Everything in the listing below should be repeated verbatim, apart from the pictures.

--- Task input Enclosed Below ---

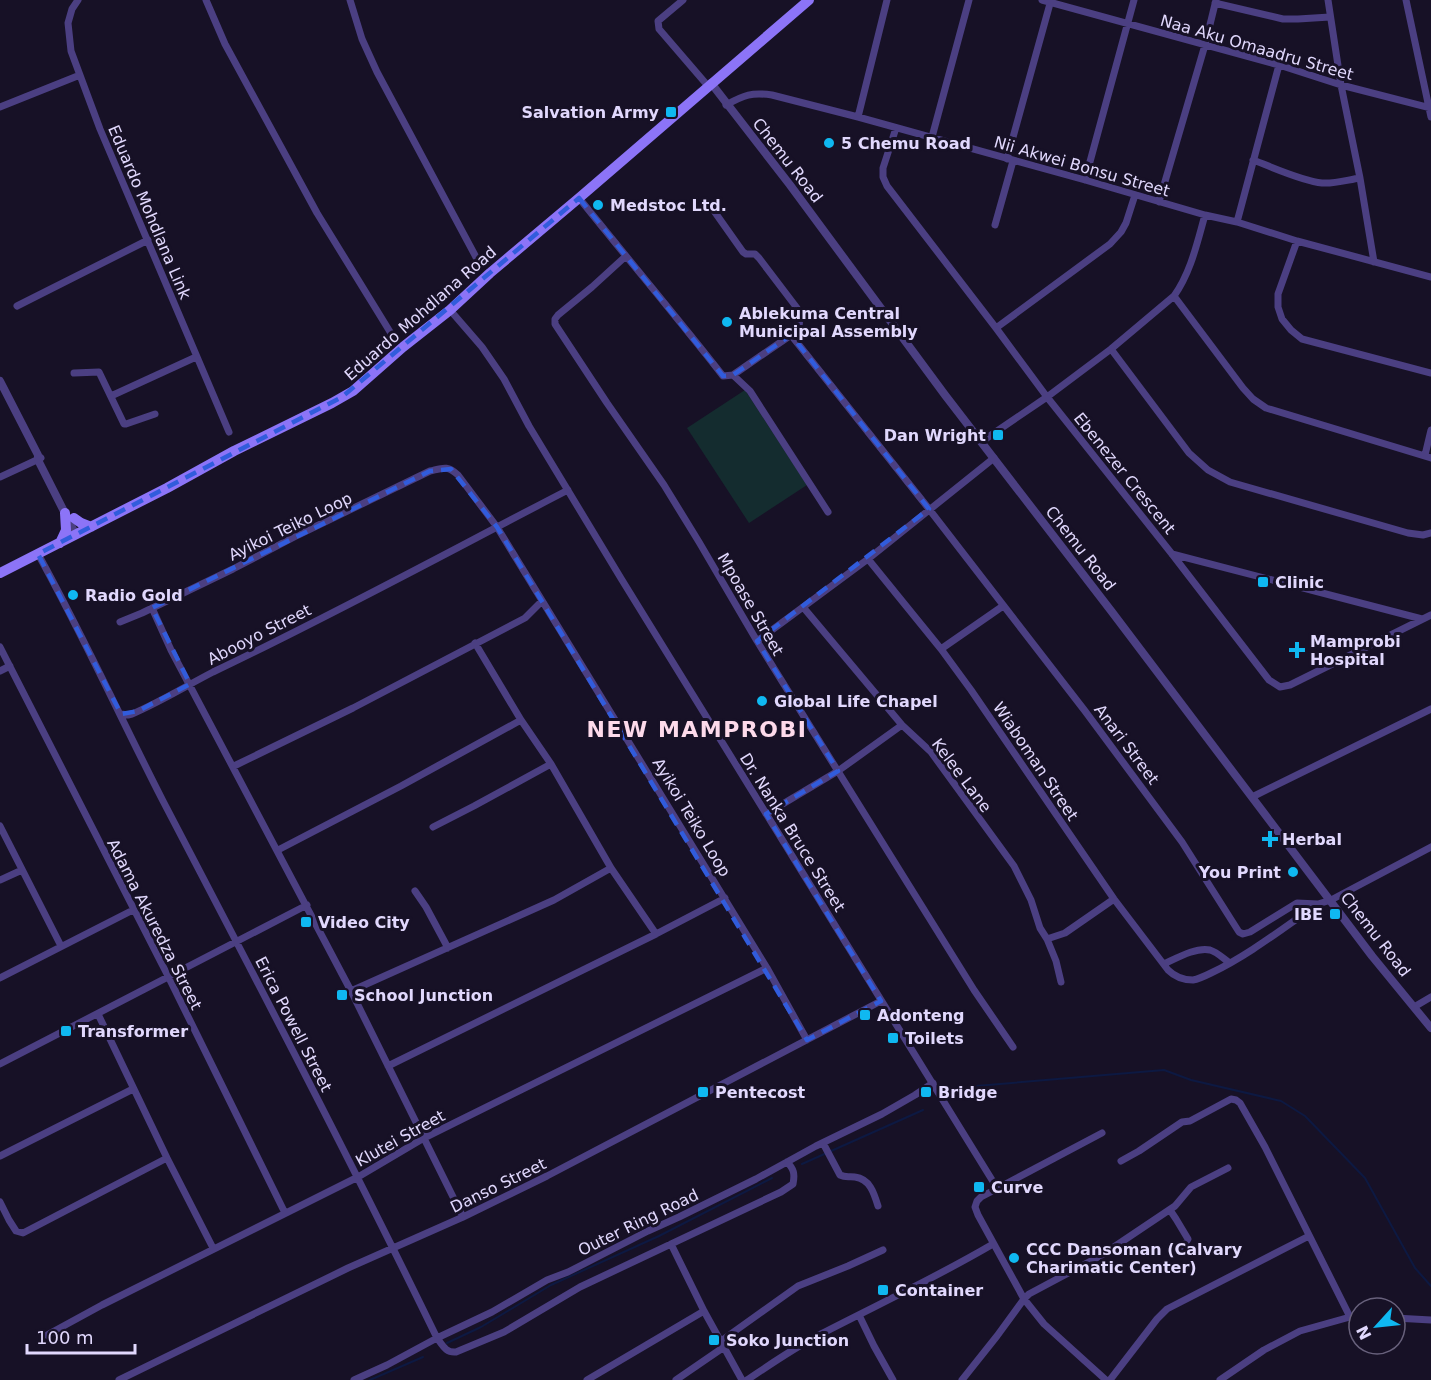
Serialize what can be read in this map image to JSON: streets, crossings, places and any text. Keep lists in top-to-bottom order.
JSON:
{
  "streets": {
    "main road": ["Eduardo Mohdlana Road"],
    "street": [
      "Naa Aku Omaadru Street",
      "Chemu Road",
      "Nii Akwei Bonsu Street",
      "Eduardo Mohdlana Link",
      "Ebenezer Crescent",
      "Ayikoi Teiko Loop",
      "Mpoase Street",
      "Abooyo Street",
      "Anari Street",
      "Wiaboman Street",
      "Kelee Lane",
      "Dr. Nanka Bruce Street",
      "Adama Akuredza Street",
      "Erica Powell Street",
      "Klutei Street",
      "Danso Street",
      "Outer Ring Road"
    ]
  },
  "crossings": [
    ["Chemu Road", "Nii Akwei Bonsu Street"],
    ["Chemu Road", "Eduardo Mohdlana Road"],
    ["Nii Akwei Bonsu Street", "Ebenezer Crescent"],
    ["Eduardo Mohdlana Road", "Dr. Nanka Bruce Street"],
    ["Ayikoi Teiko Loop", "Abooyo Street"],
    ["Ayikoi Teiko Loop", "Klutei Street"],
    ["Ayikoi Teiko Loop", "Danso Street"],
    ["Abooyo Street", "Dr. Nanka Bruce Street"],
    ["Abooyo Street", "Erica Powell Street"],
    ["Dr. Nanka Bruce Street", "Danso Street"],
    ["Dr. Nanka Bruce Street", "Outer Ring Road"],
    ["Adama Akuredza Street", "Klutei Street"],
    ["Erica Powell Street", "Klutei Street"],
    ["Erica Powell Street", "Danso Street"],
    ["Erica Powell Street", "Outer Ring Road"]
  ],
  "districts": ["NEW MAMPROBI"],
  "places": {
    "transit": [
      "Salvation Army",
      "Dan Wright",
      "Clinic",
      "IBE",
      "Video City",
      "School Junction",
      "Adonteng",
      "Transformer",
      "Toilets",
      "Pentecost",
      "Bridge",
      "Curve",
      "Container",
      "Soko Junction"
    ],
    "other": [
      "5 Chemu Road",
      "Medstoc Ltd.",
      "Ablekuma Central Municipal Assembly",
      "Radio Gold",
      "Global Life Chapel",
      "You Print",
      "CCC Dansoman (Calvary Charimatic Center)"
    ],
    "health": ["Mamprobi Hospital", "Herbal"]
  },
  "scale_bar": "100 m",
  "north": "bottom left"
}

--- End of Enclosed Task input ---

Written response —
Serialize what can be read in this map image to JSON: streets, crossings, places and any text. Keep lists in top-to-bottom order.
JSON:
{
  "streets": {
    "main road": ["Eduardo Mohdlana Road"],
    "street": [
      "Naa Aku Omaadru Street",
      "Chemu Road",
      "Nii Akwei Bonsu Street",
      "Eduardo Mohdlana Link",
      "Ebenezer Crescent",
      "Ayikoi Teiko Loop",
      "Mpoase Street",
      "Abooyo Street",
      "Anari Street",
      "Wiaboman Street",
      "Kelee Lane",
      "Dr. Nanka Bruce Street",
      "Adama Akuredza Street",
      "Erica Powell Street",
      "Klutei Street",
      "Danso Street",
      "Outer Ring Road"
    ]
  },
  "crossings": [
    ["Chemu Road", "Nii Akwei Bonsu Street"],
    ["Chemu Road", "Eduardo Mohdlana Road"],
    ["Nii Akwei Bonsu Street", "Ebenezer Crescent"],
    ["Eduardo Mohdlana Road", "Dr. Nanka Bruce Street"],
    ["Ayikoi Teiko Loop", "Abooyo Street"],
    ["Ayikoi Teiko Loop", "Klutei Street"],
    ["Ayikoi Teiko Loop", "Danso Street"],
    ["Abooyo Street", "Dr. Nanka Bruce Street"],
    ["Abooyo Street", "Erica Powell Street"],
    ["Dr. Nanka Bruce Street", "Danso Street"],
    ["Dr. Nanka Bruce Street", "Outer Ring Road"],
    ["Adama Akuredza Street", "Klutei Street"],
    ["Erica Powell Street", "Klutei Street"],
    ["Erica Powell Street", "Danso Street"],
    ["Erica Powell Street", "Outer Ring Road"]
  ],
  "districts": ["NEW MAMPROBI"],
  "places": {
    "transit": [
      "Salvation Army",
      "Dan Wright",
      "Clinic",
      "IBE",
      "Video City",
      "School Junction",
      "Adonteng",
      "Transformer",
      "Toilets",
      "Pentecost",
      "Bridge",
      "Curve",
      "Container",
      "Soko Junction"
    ],
    "other": [
      "5 Chemu Road",
      "Medstoc Ltd.",
      "Ablekuma Central Municipal Assembly",
      "Radio Gold",
      "Global Life Chapel",
      "You Print",
      "CCC Dansoman (Calvary Charimatic Center)"
    ],
    "health": ["Mamprobi Hospital", "Herbal"]
  },
  "scale_bar": "100 m",
  "north": "bottom left"
}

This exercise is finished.